### RECORDS
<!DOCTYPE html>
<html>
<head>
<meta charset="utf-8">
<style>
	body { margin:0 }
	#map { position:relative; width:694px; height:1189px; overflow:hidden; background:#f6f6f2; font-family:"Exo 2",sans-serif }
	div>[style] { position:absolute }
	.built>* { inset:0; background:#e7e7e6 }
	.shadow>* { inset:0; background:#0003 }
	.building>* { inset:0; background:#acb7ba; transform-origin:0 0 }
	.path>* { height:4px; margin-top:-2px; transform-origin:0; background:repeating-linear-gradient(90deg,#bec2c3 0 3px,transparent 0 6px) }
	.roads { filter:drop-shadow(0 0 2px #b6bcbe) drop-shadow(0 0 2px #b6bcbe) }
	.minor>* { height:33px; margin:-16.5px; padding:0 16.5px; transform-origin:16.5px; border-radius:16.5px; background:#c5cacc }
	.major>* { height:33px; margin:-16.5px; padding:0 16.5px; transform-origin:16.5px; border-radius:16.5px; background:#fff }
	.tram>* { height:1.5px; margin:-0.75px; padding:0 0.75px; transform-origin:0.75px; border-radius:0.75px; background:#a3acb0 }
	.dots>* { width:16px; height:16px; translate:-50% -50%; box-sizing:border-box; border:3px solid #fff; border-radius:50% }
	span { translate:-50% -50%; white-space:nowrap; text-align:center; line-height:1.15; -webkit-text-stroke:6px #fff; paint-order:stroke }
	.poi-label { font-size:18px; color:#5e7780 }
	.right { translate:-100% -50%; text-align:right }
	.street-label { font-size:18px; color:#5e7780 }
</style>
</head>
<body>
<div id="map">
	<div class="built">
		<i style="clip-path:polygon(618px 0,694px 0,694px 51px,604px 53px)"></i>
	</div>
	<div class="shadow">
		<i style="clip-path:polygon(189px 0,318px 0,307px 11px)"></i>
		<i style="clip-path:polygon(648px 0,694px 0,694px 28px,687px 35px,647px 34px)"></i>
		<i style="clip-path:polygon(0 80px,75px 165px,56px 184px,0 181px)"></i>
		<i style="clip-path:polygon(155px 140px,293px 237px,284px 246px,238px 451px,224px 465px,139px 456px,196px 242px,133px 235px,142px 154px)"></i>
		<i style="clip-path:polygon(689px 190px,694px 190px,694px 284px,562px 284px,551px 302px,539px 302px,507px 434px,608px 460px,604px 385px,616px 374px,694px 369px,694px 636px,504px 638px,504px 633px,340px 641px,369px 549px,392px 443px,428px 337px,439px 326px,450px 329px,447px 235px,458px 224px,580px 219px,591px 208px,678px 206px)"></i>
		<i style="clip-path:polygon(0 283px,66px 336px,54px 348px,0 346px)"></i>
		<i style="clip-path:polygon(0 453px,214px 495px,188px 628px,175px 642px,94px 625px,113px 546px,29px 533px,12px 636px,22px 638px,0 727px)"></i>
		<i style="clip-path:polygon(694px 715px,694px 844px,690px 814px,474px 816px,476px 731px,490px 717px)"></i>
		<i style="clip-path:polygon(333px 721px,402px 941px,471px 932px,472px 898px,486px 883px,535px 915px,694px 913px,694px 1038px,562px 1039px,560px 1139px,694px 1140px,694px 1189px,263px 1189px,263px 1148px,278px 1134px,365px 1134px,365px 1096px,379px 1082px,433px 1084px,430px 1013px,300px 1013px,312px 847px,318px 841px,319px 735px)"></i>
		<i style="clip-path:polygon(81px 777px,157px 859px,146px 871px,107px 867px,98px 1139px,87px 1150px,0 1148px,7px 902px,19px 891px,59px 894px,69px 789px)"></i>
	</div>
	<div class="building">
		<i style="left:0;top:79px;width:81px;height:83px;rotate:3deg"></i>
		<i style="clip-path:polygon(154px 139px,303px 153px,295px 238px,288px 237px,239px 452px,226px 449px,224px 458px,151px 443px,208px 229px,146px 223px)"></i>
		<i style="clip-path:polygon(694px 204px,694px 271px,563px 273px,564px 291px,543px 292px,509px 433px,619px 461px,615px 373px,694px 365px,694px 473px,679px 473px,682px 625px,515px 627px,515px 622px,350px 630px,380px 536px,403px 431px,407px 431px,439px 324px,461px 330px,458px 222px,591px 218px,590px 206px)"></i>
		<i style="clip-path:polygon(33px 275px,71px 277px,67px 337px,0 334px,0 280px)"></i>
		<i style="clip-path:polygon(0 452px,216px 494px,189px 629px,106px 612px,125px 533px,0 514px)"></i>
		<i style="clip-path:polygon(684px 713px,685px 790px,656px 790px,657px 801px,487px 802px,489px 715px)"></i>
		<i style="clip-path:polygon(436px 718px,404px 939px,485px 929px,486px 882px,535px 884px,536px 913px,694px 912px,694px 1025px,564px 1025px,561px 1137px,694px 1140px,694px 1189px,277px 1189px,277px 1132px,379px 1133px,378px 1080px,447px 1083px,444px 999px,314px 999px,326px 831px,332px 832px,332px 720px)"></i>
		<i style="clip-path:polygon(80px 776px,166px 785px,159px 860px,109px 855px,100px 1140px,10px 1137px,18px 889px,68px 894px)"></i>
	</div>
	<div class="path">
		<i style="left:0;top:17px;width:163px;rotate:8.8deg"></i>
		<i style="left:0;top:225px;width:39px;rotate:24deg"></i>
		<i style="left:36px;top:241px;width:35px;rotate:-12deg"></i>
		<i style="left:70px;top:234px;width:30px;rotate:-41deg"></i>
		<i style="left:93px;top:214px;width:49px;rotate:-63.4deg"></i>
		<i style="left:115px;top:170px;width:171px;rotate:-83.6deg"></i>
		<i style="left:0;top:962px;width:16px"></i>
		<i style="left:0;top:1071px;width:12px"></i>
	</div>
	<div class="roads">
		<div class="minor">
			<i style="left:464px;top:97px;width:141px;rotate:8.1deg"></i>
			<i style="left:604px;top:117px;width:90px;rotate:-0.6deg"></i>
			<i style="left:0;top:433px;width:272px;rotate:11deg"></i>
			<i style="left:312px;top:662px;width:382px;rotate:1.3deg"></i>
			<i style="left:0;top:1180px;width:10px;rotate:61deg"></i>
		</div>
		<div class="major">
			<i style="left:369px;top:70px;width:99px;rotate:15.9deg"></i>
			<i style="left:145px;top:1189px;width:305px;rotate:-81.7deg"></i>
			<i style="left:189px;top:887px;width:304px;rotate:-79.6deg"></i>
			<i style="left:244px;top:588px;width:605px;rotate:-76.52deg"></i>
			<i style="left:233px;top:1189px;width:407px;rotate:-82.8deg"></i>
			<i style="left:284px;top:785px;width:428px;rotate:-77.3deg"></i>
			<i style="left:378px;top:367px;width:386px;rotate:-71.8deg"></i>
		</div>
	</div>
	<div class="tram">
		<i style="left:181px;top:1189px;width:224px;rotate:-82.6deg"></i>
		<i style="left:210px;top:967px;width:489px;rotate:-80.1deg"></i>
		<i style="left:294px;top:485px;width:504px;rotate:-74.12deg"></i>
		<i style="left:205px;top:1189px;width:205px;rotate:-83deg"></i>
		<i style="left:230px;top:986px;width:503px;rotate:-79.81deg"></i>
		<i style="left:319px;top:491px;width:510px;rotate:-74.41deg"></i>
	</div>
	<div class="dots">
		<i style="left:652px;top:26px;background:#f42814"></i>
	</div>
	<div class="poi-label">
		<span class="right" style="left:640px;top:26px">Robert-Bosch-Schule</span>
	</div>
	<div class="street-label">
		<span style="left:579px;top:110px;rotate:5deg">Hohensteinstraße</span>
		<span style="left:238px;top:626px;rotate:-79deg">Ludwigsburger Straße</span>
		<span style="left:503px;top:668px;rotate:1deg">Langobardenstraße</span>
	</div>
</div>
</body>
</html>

### WHAT YOU HAVE TO DO
For the word "text", find every line in the data that holds it and copy that line.

### RESPONSE TO THE EXERCISE
	span { translate:-50% -50%; white-space:nowrap; text-align:center; line-height:1.15; -webkit-text-stroke:6px #fff; paint-order:stroke }
	.right { translate:-100% -50%; text-align:right }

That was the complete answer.